At mid-century, William Sheldon (1949) posited
that body structure might predict criminality. He studied hundreds of young men
in terms of body type and, checking for criminal history, concluded that
delinquency occurred most frequently among boys with muscular,
athletic builds. Glueck and Glueck (1950) confirmed Sheldon’s conclusion, but
cautioned that a powerful build does not necessarily cause or even predict criminality.
Recent genetics research continues to seek
possible links between biology and crime. To date, no conclusive evidence
connects criminality to any
specific genetic flaw. Yet
people’s overall genetic composition,
in combination with
social influences, may account for some variation in criminality. In
other words, biological factors probably have a real, if modest, effect on
whether individuals engage in criminal activity. Charles Goring (1972) later
explained criminal behaviour as a result of mental
inferiority and Ernest Hooton (1939) argued that there exists a “criminal
stock” in the gene pool that cropped up from time to time. William Sheldon
(1949) and Eleanor and Sheldon Glueck (1956) expressed the view that criminals
could be distinguished from non-criminals on the basis of their physical
factors. They claimed to have discovered three basic physique types:
“mesomorphs”, “ectomorphs” and “endomorphs” criminals. They maintained, those with mesomorphic (“lean, muscular and
thick skinned”) body types, were more likely to commit crime.
In 1884, Raffaele Garafolo (1851 – 1934) in his
book “criminology”, examined
the social and legal aspects of criminality as well as its “an
anthropological (biological) embodiment. He used the concept of social
dangerousness as the concept of a criminality. i.e. the criminal is
considered to be at high risk to physically, psychologically or morally harmful
to himself and to the society.
Enrico Ferri (1856 – 1929), “Criminal Sociology”

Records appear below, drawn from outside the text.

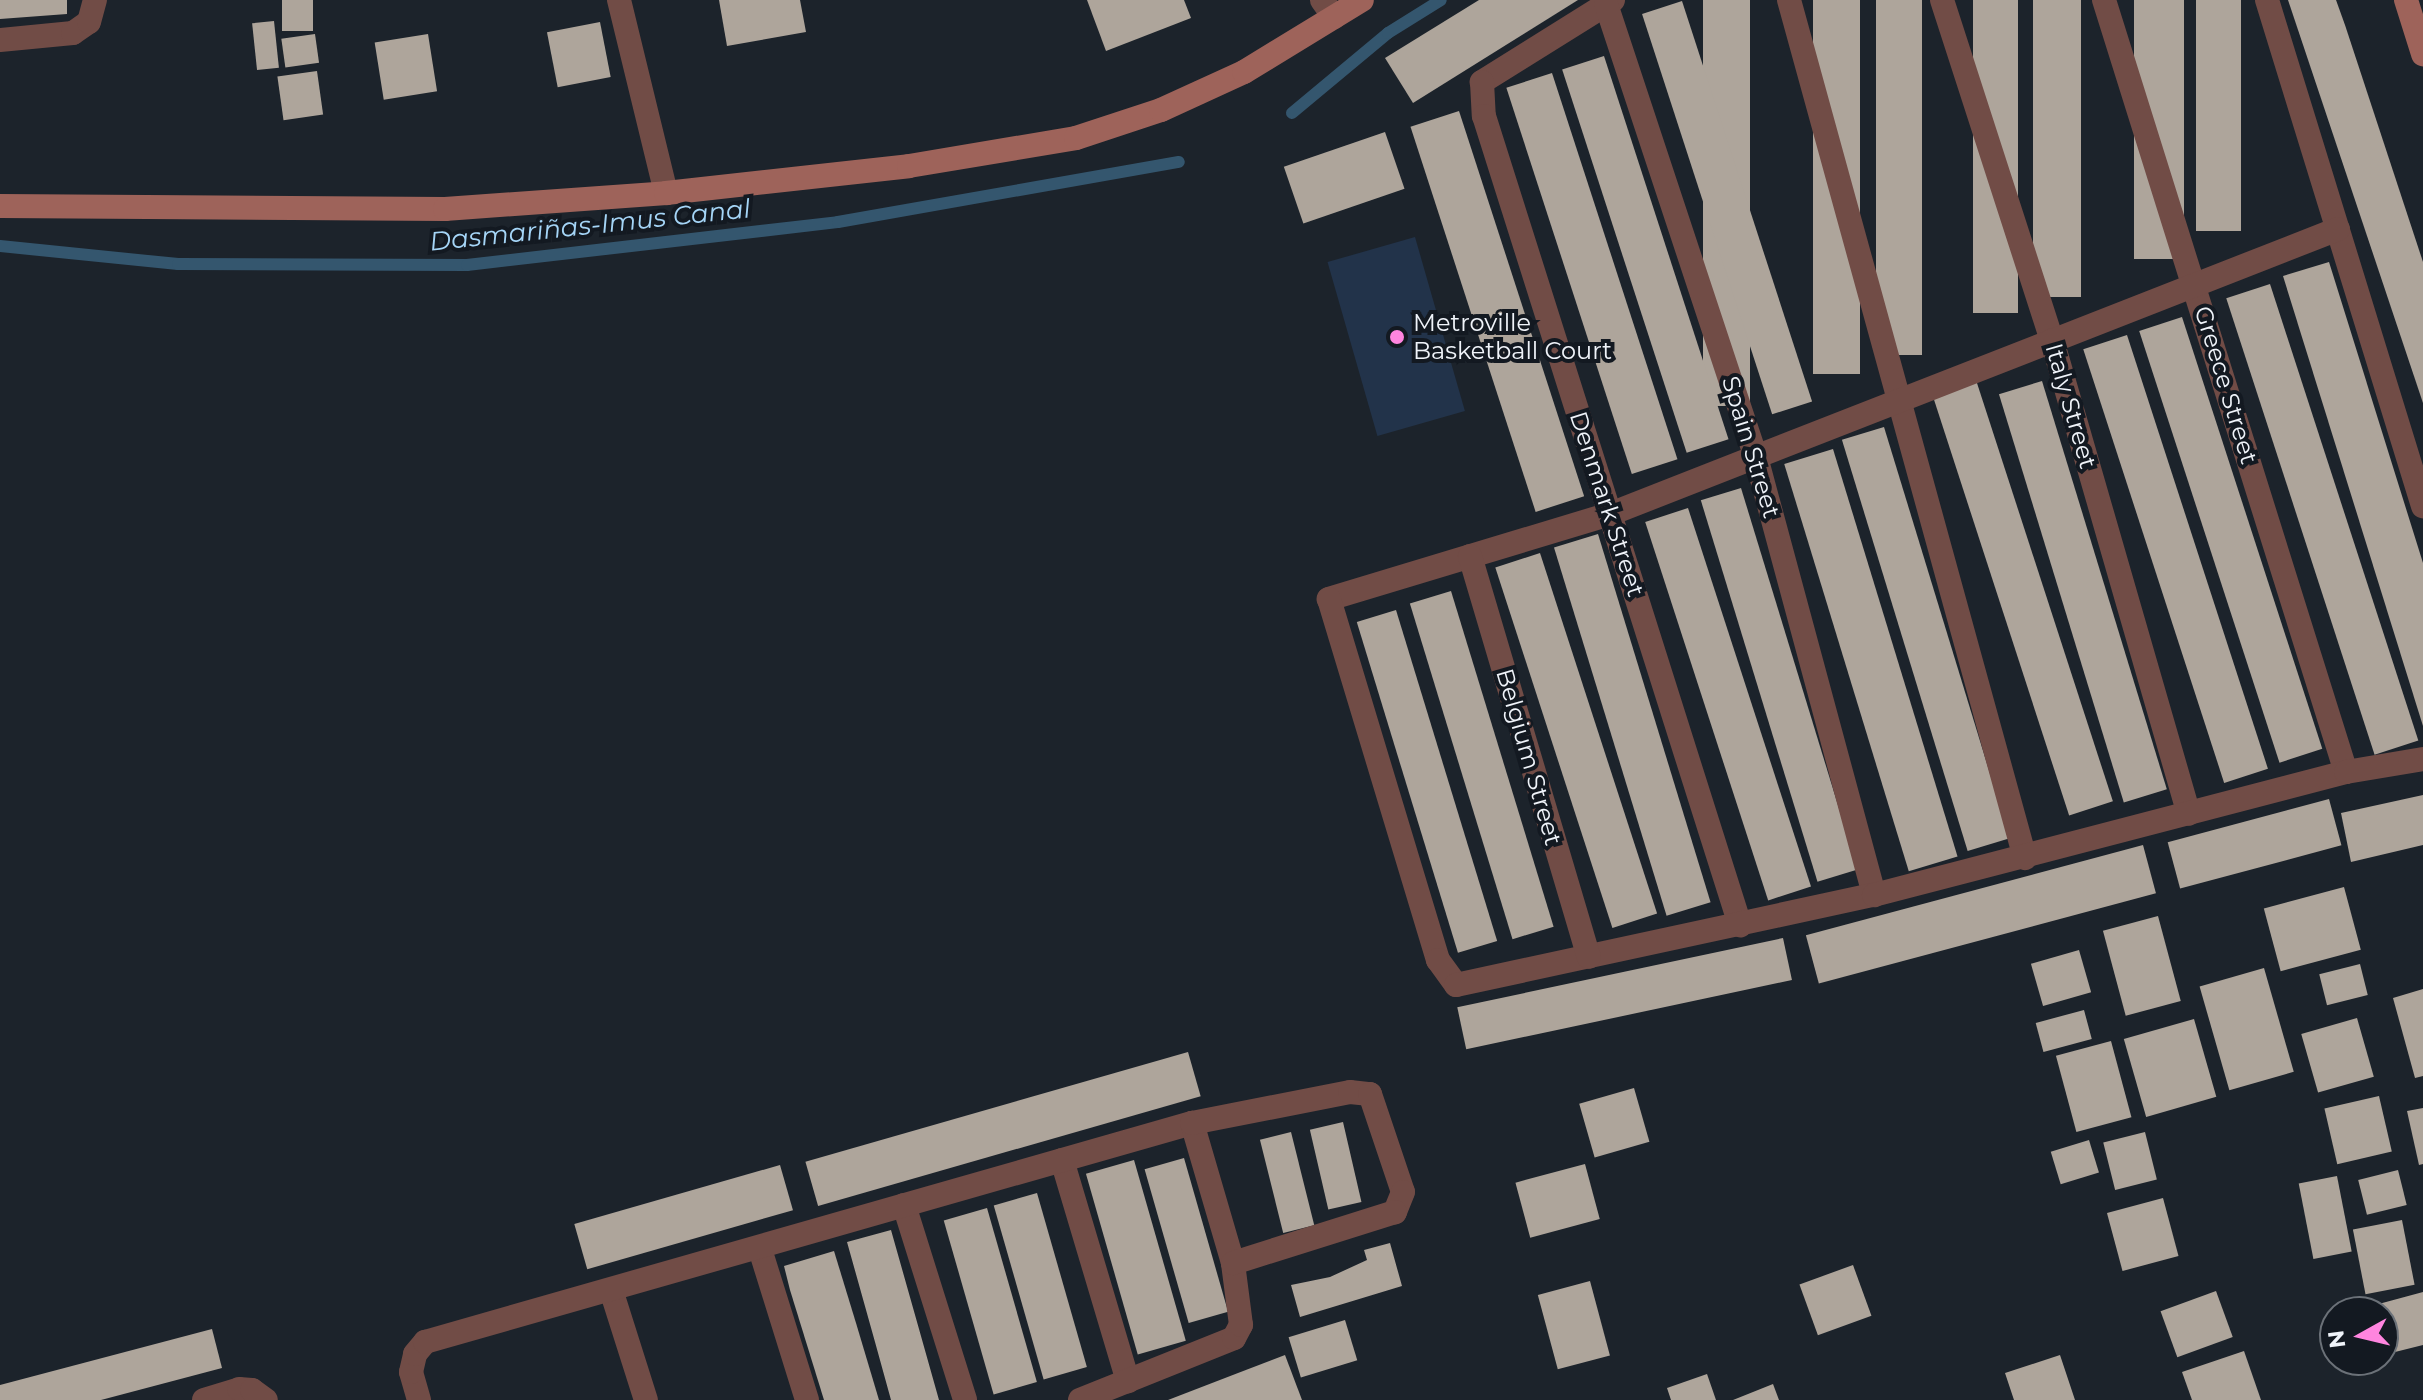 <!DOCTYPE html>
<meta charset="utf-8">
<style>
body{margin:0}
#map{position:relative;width:2423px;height:1400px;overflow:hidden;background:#1c232b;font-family:Montserrat,sans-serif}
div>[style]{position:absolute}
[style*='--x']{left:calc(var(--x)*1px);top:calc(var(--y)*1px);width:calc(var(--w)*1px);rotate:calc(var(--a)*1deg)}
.green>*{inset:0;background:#22334a;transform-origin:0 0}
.stream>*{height:12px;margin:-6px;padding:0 6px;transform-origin:6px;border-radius:6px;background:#34566e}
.building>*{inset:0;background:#aea59b;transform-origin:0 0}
.street>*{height:24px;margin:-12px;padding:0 12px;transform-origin:12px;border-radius:12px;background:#714c46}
.secondary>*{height:24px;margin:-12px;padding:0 12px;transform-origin:12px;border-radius:12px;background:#9e635a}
.dots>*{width:22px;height:22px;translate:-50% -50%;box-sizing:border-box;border:4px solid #131921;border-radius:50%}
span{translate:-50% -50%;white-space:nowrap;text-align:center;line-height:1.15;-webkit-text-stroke:8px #131921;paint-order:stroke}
.poi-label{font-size:24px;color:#f0f4fa}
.left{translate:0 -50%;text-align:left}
.street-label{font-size:24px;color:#f0f4fa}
.water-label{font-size:26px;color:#a5d5f7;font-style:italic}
.north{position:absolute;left:2319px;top:1296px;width:80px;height:80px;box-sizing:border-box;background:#131921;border:2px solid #6b7178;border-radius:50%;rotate:262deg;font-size:22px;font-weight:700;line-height:32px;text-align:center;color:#f0f4fa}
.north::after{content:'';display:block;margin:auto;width:28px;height:36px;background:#ff85df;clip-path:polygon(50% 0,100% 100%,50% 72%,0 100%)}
</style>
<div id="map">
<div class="green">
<i style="left:1415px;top:237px;width:181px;height:91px;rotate:74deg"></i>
</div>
<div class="stream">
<i style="--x:1292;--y:113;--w:125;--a:-39.8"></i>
<i style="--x:1388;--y:33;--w:62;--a:-31.9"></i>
<i style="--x:0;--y:246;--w:179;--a:5.8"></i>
<i style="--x:178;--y:264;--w:289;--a:0.2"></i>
<i style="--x:467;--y:265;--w:373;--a:-6.6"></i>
<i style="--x:838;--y:222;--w:346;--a:-10"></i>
</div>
<div class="building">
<i style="clip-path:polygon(0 0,67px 0,67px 14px,0 19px)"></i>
<i style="left:282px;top:0;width:31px;height:31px"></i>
<i style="clip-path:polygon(719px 0,800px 0,806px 32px,727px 46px)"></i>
<i style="clip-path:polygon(1087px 0,1184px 0,1191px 18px,1106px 51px)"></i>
<i style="clip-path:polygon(1479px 0,1578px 0,1413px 103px,1385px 58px)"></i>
<i style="left:1703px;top:0;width:47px;height:406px"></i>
<i style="left:1813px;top:0;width:47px;height:374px"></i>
<i style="left:1876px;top:0;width:46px;height:355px"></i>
<i style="left:1973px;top:0;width:45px;height:313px"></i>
<i style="left:2033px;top:0;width:48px;height:297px"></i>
<i style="left:2134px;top:0;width:50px;height:259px"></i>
<i style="left:2196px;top:0;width:45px;height:231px"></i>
<i style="clip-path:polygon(2288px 0,2336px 0,2345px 25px,2423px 262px,2423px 403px)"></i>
<i style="left:1682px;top:1px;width:421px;height:42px;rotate:72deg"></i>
<i style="left:274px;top:21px;width:47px;height:22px;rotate:84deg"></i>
<i style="left:600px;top:22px;width:56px;height:54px;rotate:79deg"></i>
<i style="left:315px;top:34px;width:29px;height:34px;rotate:82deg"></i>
<i style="left:428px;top:34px;width:58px;height:54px;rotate:81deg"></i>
<i style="left:1604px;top:56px;width:403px;height:44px;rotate:72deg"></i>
<i style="left:317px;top:71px;width:44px;height:40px;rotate:82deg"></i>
<i style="left:1552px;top:73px;width:406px;height:48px;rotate:72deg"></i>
<i style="left:1459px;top:111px;width:405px;height:51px;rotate:72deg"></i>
<i style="left:1385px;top:132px;width:60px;height:107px;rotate:71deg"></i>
<i style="clip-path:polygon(2329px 262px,2423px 563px,2423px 726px,2283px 276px)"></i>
<i style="left:2270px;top:284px;width:480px;height:46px;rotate:72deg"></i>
<i style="left:2182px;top:317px;width:454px;height:45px;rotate:72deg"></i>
<i style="left:2127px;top:335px;width:456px;height:46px;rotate:72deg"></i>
<i style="left:1976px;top:380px;width:443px;height:46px;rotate:72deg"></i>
<i style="left:2042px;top:381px;width:427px;height:45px;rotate:73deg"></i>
<i style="left:1884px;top:427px;width:430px;height:44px;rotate:73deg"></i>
<i style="left:1833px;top:449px;width:426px;height:51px;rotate:73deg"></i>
<i style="left:1741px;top:488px;width:399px;height:42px;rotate:73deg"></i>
<i style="left:1688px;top:508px;width:398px;height:45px;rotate:72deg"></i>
<i style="left:1598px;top:534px;width:385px;height:46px;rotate:73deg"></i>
<i style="left:1540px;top:553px;width:379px;height:47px;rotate:72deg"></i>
<i style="left:1451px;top:591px;width:351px;height:43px;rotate:73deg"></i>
<i style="left:1396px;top:610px;width:346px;height:41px;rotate:73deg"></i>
<i style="clip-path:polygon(2423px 795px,2423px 845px,2351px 862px,2341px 813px)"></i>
<i style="left:2329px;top:799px;width:48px;height:167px;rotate:75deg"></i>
<i style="left:2143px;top:845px;width:50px;height:349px;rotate:75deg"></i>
<i style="left:2344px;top:887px;width:65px;height:83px;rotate:75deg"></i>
<i style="left:2158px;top:916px;width:88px;height:57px;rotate:75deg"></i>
<i style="left:1783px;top:938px;width:43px;height:333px;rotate:78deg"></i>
<i style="left:2079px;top:950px;width:44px;height:50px;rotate:74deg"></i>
<i style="left:2360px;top:964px;width:32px;height:42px;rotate:76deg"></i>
<i style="left:2264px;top:968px;width:108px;height:67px;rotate:74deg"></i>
<i style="clip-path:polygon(2423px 989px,2423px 1076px,2415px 1078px,2393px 998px)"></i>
<i style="left:2084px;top:1010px;width:30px;height:50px;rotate:75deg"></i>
<i style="left:2357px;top:1018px;width:61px;height:58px;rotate:74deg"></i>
<i style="left:2194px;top:1019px;width:81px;height:73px;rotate:74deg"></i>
<i style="left:2111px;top:1041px;width:79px;height:57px;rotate:75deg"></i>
<i style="left:1188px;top:1052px;width:46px;height:398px;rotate:74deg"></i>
<i style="left:1634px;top:1088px;width:56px;height:57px;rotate:74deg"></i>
<i style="left:2379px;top:1096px;width:57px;height:56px;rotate:77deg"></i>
<i style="clip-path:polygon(2423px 1108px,2423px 1164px,2419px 1165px,2407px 1111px)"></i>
<i style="left:1343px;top:1122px;width:82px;height:34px;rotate:77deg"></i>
<i style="left:1291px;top:1132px;width:96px;height:32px;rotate:76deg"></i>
<i style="left:2145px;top:1132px;width:49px;height:43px;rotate:76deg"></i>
<i style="left:2089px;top:1140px;width:34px;height:40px;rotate:73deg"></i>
<i style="left:1184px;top:1158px;width:160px;height:41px;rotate:74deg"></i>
<i style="left:1134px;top:1160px;width:188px;height:50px;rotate:74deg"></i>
<i style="left:1585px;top:1164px;width:57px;height:72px;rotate:75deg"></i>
<i style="left:780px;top:1165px;width:47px;height:214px;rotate:74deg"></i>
<i style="left:2398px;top:1170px;width:36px;height:41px;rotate:76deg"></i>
<i style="left:2337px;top:1176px;width:77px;height:39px;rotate:79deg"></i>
<i style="left:1037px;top:1193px;width:181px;height:45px;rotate:74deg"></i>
<i style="left:2163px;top:1198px;width:60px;height:58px;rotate:75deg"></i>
<i style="left:987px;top:1208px;width:181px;height:45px;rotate:74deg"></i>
<i style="left:2402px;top:1220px;width:66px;height:50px;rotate:79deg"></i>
<i style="clip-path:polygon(891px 1230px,919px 1329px,939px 1400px,891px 1400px,875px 1342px,847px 1242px)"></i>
<i style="clip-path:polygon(1390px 1243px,1402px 1286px,1300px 1317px,1291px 1285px,1330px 1277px,1367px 1260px,1364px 1250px)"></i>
<i style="clip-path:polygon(834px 1251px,856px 1323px,879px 1400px,824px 1400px,790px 1290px,784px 1266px)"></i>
<i style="left:1853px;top:1265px;width:54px;height:57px;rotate:70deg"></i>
<i style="left:1590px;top:1281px;width:77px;height:54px;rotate:75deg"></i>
<i style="left:2216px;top:1291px;width:49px;height:59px;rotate:70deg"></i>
<i style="clip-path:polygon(2423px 1292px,2423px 1345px,2383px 1355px,2383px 1312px,2349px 1312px)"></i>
<i style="left:1345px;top:1320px;width:42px;height:59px;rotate:73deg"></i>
<i style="clip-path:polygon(212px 1329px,222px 1368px,101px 1400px,0 1400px,0 1385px)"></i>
<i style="clip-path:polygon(2244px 1351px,2261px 1400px,2192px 1400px,2182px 1372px)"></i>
<i style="clip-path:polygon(1285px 1355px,1302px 1400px,1168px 1400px,1238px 1373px)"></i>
<i style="clip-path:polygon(2060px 1355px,2075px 1400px,2014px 1400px,2005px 1373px)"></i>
<i style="clip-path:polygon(1707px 1374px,1716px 1400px,1671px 1400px,1667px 1388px)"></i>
<i style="clip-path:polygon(1773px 1384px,1779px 1400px,1733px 1400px)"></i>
</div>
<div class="street">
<i style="--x:619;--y:0;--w:199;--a:76.3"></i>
<i style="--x:1322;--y:0;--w:21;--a:55"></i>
<i style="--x:1613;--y:0;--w:155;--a:148"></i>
<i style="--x:1482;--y:82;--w:34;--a:87"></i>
<i style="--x:1484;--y:116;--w:849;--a:72.44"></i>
<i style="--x:1789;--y:0;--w:890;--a:74.62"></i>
<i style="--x:1942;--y:0;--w:357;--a:72.1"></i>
<i style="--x:2052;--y:340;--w:493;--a:73.9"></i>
<i style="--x:2104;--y:0;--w:809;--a:72.6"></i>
<i style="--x:2267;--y:0;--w:530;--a:72.87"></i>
<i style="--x:1606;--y:4;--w:477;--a:71.7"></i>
<i style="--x:1756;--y:457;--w:454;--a:74.9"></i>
<i style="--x:0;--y:40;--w:73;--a:-5.5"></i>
<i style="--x:73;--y:33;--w:19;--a:-35"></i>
<i style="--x:89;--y:22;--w:23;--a:-75"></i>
<i style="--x:2338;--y:229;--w:782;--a:158.62"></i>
<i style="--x:1610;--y:514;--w:294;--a:163.2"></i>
<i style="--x:1329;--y:599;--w:377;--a:73.2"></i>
<i style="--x:1438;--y:960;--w:31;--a:54"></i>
<i style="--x:1456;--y:985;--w:428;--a:-12.2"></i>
<i style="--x:1874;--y:895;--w:488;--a:-14.6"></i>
<i style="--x:2346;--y:772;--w:78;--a:-9.6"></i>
<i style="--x:1470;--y:556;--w:418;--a:73.5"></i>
<i style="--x:1062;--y:1160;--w:231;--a:73.4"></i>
<i style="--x:904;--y:1205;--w:204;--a:72.6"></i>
<i style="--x:760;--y:1249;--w:158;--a:72.7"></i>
<i style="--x:612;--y:1293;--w:112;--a:72.4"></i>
<i style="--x:204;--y:1400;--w:37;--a:-17"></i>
<i style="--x:239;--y:1389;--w:13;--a:4"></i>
<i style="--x:252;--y:1390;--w:17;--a:36"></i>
<i style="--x:419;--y:1400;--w:29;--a:-106"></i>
<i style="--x:411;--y:1372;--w:18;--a:-77"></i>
<i style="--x:415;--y:1354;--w:16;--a:-50"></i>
<i style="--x:425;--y:1342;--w:798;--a:-15.94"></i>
<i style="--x:1080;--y:1400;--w:166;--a:-21.9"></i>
<i style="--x:1234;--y:1338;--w:15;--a:-62"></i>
<i style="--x:1241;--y:1325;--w:63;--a:-97.4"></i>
<i style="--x:1233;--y:1263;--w:146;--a:-106.3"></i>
<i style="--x:1192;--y:1123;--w:161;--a:-11.1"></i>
<i style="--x:1350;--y:1092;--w:20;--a:6"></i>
<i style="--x:1370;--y:1094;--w:103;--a:71.4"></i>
<i style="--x:1403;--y:1192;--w:22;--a:112"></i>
<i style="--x:1395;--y:1212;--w:170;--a:162.5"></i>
</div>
<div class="secondary">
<i style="--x:2406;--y:0;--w:57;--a:72.5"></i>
<i style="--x:0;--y:206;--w:445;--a:0.4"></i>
<i style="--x:445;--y:209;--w:222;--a:-4.1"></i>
<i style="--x:666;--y:193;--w:244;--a:-6.3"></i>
<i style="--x:909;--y:166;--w:169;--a:-9.5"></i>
<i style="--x:1076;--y:138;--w:89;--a:-18.2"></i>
<i style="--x:1161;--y:110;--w:91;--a:-24.6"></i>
<i style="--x:1244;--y:72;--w:138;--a:-31.4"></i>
</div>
<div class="dots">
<i style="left:1397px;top:337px;background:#ff85df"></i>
</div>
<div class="poi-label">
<span class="left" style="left:1413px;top:337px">Metroville<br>Basketball Court</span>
</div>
<div class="street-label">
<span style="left:2226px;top:385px;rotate:73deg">Greece Street</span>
<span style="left:2071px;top:406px;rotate:74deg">Italy Street</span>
<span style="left:1751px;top:447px;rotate:73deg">Spain Street</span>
<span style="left:1607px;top:504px;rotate:72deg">Denmark Street</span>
<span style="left:1529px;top:757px;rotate:74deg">Belgium Street</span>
</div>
<div class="water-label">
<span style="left:590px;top:226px;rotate:-6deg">Dasmariñas-Imus Canal</span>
</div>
<div class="north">N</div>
</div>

and Garafalo identified with the Italian school of Lombroso but Ferri
attributed crimes to three factors: the
biological (anthropological as it was often called in those days);
physical and social. He was against the
view that any one factor could cause crime and saw instead the need to take the
factors in combination. Lombroso recognized other factors but highlighted on
the anthropological factors, but to Ferri, he focused on heredity and its
constitution. He also classified criminals under five basic types: Criminal
lunatics, the born-criminals, habitual criminals, occasional criminals and
emotional criminals. This new science of criminology, as it was developed in
the last decades of the nineteenth century was characterized by a number of distinction features such as
criminal biology, criminal sociology and criminal psychology. In a critical assessment of the positivist
school, much of the early research was based on comparing the physiques of
prisoners with those of non-prisoners. It is not surprising, and there is
nothing scientific that male prisoners tend to be muscular (“mesomorphic”),
Moreover, many people who commit crimes (particularly “white-collar crimes”)
are not in prison, and so are excluded from prison-based research (Appelbaum, 1995).
REFERENCES
Carrabine, Eamonn, et al (2004). Criminology: A Sociological Introduction.
London: Routledge.
Ferdinand, Theodore N. (1966). Typologies of Delinquency: A Critical Analysis.
New York: Random House.
McGuire, Mike, et al, eds. (2002). The Oxford Handbook of Criminology. 3rd edition. Oxford: Oxford University Press.
Neubeck, Kenneth J. and Davita S. Glasberg (2005). Sociology: Diversity, Conflict, and Change. Boston: McGraw-Hill.
Williams, Hall J. E. (1984). Criminology and Criminal Justice. London: Butterworths.